Entries taken from a collection
= = = = =

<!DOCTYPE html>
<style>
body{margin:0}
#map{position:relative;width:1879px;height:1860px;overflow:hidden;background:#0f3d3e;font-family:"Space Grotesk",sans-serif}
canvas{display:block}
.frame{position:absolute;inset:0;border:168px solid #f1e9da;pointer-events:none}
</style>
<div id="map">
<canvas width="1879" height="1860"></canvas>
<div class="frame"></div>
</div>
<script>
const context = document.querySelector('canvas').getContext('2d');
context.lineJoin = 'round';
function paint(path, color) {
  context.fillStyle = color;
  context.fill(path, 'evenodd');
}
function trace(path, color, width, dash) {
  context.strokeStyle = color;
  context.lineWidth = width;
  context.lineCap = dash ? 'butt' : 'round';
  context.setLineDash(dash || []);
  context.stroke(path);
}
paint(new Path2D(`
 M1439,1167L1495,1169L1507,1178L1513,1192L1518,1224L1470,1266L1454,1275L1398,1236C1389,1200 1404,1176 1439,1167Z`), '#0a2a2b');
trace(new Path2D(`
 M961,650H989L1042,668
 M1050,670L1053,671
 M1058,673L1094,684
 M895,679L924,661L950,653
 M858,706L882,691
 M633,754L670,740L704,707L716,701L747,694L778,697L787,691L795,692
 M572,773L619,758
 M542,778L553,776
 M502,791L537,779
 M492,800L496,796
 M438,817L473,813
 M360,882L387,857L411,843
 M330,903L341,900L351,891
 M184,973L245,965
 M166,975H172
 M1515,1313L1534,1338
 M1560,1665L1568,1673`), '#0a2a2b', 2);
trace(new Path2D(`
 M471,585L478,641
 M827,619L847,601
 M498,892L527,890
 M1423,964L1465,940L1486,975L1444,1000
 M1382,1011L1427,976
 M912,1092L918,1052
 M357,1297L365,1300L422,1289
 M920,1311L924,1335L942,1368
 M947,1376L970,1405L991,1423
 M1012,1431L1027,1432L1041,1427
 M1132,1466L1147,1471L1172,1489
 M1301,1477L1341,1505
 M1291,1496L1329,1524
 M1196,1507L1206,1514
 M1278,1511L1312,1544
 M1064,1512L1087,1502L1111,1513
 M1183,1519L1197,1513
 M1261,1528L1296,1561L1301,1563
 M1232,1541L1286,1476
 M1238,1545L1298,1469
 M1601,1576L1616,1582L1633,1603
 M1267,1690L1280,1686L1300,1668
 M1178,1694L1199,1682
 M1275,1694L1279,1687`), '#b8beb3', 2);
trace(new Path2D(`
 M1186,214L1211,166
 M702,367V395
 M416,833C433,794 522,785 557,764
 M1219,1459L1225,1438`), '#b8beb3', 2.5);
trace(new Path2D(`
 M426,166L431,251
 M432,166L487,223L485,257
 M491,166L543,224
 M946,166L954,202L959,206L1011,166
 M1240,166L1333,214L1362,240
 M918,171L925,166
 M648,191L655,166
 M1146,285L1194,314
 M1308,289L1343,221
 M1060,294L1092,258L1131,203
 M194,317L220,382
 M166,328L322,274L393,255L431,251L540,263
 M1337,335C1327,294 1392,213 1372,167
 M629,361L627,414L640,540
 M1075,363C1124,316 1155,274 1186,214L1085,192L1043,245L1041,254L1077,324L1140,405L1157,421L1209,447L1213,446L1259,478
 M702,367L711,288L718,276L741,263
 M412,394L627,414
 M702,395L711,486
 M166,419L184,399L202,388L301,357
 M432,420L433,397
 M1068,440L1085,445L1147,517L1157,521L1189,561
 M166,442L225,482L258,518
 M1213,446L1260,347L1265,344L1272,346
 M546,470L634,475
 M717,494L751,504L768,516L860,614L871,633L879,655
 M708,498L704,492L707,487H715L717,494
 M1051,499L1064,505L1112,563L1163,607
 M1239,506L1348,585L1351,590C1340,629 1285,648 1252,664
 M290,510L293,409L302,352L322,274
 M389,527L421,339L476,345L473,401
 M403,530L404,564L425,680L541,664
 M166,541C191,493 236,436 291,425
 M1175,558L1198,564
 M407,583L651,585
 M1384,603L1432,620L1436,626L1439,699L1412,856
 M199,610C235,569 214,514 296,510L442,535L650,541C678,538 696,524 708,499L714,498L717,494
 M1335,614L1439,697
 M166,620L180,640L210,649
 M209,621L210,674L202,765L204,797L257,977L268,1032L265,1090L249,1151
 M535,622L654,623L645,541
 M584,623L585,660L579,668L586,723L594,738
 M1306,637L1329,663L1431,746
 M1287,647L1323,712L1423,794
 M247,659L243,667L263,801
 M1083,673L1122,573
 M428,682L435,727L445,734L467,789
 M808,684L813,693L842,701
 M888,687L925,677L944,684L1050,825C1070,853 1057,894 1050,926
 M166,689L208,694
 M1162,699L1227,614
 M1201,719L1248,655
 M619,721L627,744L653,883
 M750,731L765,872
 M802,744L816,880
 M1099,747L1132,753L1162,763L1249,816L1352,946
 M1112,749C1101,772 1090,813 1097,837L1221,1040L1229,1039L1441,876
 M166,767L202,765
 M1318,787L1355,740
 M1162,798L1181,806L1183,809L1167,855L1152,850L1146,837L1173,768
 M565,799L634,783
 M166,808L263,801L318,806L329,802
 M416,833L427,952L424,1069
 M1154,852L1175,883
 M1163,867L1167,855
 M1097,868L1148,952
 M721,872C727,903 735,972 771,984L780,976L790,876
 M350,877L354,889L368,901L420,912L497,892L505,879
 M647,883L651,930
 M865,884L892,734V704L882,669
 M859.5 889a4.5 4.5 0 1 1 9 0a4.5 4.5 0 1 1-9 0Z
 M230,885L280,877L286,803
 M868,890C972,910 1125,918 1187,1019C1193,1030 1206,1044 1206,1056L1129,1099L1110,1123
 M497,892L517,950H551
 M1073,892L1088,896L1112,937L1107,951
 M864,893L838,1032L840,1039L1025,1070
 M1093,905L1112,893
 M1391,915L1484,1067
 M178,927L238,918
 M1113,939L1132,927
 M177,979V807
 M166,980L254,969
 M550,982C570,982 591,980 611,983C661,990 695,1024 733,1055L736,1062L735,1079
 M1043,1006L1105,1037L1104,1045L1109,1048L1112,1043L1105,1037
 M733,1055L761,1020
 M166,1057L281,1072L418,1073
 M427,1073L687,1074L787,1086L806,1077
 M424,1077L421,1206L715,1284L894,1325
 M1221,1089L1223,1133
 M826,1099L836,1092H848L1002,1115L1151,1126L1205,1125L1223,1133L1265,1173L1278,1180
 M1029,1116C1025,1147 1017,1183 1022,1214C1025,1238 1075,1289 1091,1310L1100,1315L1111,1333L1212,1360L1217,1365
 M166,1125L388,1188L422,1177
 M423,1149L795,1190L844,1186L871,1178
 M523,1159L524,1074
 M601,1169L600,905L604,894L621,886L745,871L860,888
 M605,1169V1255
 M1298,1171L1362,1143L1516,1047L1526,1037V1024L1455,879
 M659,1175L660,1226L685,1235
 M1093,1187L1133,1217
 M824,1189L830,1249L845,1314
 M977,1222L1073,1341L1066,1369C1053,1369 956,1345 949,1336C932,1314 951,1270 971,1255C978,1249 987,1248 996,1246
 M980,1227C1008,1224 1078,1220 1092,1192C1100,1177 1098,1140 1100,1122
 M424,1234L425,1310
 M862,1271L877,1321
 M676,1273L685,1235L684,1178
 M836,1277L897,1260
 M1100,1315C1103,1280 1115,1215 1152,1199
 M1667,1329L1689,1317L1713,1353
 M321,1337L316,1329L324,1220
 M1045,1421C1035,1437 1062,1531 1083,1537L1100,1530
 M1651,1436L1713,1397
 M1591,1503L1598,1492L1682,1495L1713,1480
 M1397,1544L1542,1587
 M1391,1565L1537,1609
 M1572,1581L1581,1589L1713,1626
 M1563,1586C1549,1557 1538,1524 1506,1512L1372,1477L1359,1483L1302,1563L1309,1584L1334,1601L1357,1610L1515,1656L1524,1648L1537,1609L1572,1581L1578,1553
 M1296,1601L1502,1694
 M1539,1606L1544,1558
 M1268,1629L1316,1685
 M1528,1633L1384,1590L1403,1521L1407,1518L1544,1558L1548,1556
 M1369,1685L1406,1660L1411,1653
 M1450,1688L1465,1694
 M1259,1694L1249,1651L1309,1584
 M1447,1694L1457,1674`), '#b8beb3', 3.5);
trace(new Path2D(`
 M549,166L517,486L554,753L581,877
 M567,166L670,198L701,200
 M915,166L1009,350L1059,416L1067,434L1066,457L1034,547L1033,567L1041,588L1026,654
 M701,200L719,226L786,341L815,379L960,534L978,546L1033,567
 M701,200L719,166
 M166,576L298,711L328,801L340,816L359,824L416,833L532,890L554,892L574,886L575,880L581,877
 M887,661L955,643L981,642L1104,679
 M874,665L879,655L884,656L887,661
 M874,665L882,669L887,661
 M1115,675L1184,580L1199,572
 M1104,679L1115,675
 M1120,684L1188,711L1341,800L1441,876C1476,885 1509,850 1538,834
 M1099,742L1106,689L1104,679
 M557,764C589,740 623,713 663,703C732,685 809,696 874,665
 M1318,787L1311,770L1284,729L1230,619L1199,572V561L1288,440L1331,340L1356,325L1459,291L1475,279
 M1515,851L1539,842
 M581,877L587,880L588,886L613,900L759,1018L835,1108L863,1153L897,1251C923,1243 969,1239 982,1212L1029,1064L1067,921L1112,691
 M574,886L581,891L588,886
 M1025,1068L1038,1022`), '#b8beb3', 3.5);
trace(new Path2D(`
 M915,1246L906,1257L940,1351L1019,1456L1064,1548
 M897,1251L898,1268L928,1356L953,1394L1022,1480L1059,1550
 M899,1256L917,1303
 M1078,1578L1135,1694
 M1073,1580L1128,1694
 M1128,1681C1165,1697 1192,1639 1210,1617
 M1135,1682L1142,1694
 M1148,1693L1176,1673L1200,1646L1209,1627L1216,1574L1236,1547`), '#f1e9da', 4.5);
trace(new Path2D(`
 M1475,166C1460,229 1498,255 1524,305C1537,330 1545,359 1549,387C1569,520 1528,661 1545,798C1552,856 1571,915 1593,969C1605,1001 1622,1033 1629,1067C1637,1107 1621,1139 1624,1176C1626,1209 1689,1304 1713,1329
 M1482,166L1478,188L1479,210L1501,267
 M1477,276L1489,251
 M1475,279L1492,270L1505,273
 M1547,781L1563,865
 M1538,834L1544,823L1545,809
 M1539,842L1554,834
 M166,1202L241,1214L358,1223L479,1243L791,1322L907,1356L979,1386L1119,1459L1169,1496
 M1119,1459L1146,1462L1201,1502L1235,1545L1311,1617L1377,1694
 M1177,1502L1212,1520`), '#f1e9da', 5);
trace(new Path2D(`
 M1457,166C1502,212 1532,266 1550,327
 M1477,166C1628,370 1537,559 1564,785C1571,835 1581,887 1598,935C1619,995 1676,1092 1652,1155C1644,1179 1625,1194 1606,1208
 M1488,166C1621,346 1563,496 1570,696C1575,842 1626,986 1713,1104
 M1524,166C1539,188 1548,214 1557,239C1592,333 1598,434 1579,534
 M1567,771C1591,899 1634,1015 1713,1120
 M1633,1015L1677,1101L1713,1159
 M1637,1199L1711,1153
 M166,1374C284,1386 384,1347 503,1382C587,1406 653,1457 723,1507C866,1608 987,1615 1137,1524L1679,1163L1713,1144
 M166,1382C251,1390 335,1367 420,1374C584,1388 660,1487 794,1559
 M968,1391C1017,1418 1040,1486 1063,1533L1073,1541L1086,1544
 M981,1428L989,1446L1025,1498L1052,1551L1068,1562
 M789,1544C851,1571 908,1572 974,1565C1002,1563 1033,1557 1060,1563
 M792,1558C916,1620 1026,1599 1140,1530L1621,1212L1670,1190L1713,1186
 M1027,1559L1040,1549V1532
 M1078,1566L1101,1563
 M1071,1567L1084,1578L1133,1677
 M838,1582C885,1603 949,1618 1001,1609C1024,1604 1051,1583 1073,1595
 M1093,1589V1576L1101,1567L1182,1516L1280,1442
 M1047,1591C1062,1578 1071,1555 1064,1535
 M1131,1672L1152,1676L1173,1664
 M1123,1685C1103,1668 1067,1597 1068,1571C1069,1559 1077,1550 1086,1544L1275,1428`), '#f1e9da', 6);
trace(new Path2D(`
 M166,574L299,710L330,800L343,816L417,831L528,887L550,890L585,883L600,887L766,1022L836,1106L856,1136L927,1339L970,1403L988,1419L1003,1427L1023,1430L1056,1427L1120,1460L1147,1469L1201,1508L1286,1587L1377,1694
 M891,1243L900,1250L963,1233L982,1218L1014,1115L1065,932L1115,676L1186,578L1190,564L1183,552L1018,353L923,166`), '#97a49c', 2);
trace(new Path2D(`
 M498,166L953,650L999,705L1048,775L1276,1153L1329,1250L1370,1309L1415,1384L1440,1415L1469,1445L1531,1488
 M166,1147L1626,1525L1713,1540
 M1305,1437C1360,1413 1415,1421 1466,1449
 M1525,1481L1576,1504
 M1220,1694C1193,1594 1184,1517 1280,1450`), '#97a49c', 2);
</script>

= = = = =

=== What to do ===
If a line in the records above contains the word "function", copy it.

=== Written solution ===
function paint(path, color) {
function trace(path, color, width, dash) {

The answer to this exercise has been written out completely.